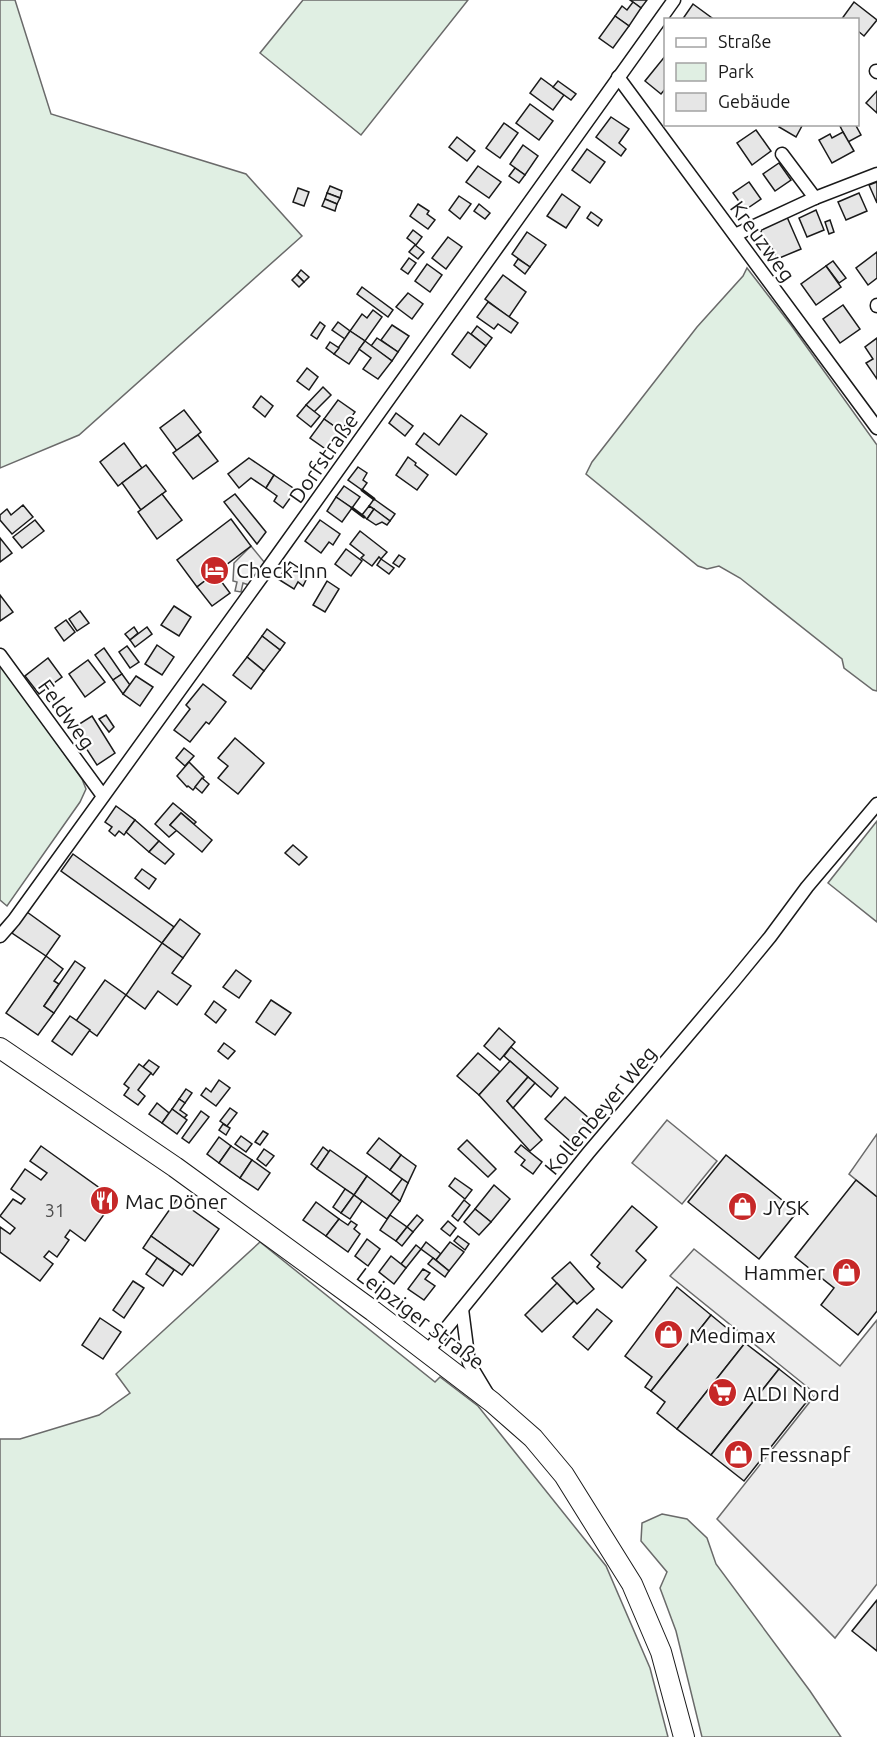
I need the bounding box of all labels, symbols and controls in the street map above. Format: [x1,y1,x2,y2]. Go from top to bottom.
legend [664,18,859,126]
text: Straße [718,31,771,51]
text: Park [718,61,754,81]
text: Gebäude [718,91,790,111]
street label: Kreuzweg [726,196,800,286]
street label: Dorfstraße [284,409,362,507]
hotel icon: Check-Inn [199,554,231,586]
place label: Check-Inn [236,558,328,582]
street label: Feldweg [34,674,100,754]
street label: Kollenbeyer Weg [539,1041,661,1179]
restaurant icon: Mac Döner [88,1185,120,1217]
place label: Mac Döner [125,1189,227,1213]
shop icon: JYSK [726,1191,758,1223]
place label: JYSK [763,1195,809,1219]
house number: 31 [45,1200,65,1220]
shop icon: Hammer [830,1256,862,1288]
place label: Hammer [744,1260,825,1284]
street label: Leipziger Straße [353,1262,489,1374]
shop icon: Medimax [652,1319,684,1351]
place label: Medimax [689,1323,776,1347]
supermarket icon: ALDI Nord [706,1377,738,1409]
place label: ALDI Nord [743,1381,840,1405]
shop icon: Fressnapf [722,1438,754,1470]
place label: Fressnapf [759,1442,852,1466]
· · · · ·
* THE PROBLEM: Would you please set down the data above again exactly, without its pictures?

* ANSWER SPACE:
I need the bounding box of all labels, symbols and controls in the street map above. Format: [x1,y1,x2,y2]. Go from top to bottom.
legend [664,18,859,126]
text: Straße [718,31,771,51]
text: Park [718,61,754,81]
text: Gebäude [718,91,790,111]
street label: Kreuzweg [726,196,800,286]
street label: Dorfstraße [284,409,362,507]
hotel icon: Check-Inn [199,554,231,586]
place label: Check-Inn [236,558,328,582]
street label: Feldweg [34,674,100,754]
street label: Kollenbeyer Weg [539,1041,661,1179]
restaurant icon: Mac Döner [88,1185,120,1217]
place label: Mac Döner [125,1189,227,1213]
shop icon: JYSK [726,1191,758,1223]
place label: JYSK [763,1195,809,1219]
house number: 31 [45,1200,65,1220]
shop icon: Hammer [830,1256,862,1288]
place label: Hammer [744,1260,825,1284]
street label: Leipziger Straße [353,1262,489,1374]
shop icon: Medimax [652,1319,684,1351]
place label: Medimax [689,1323,776,1347]
supermarket icon: ALDI Nord [706,1377,738,1409]
place label: ALDI Nord [743,1381,840,1405]
shop icon: Fressnapf [722,1438,754,1470]
place label: Fressnapf [759,1442,852,1466]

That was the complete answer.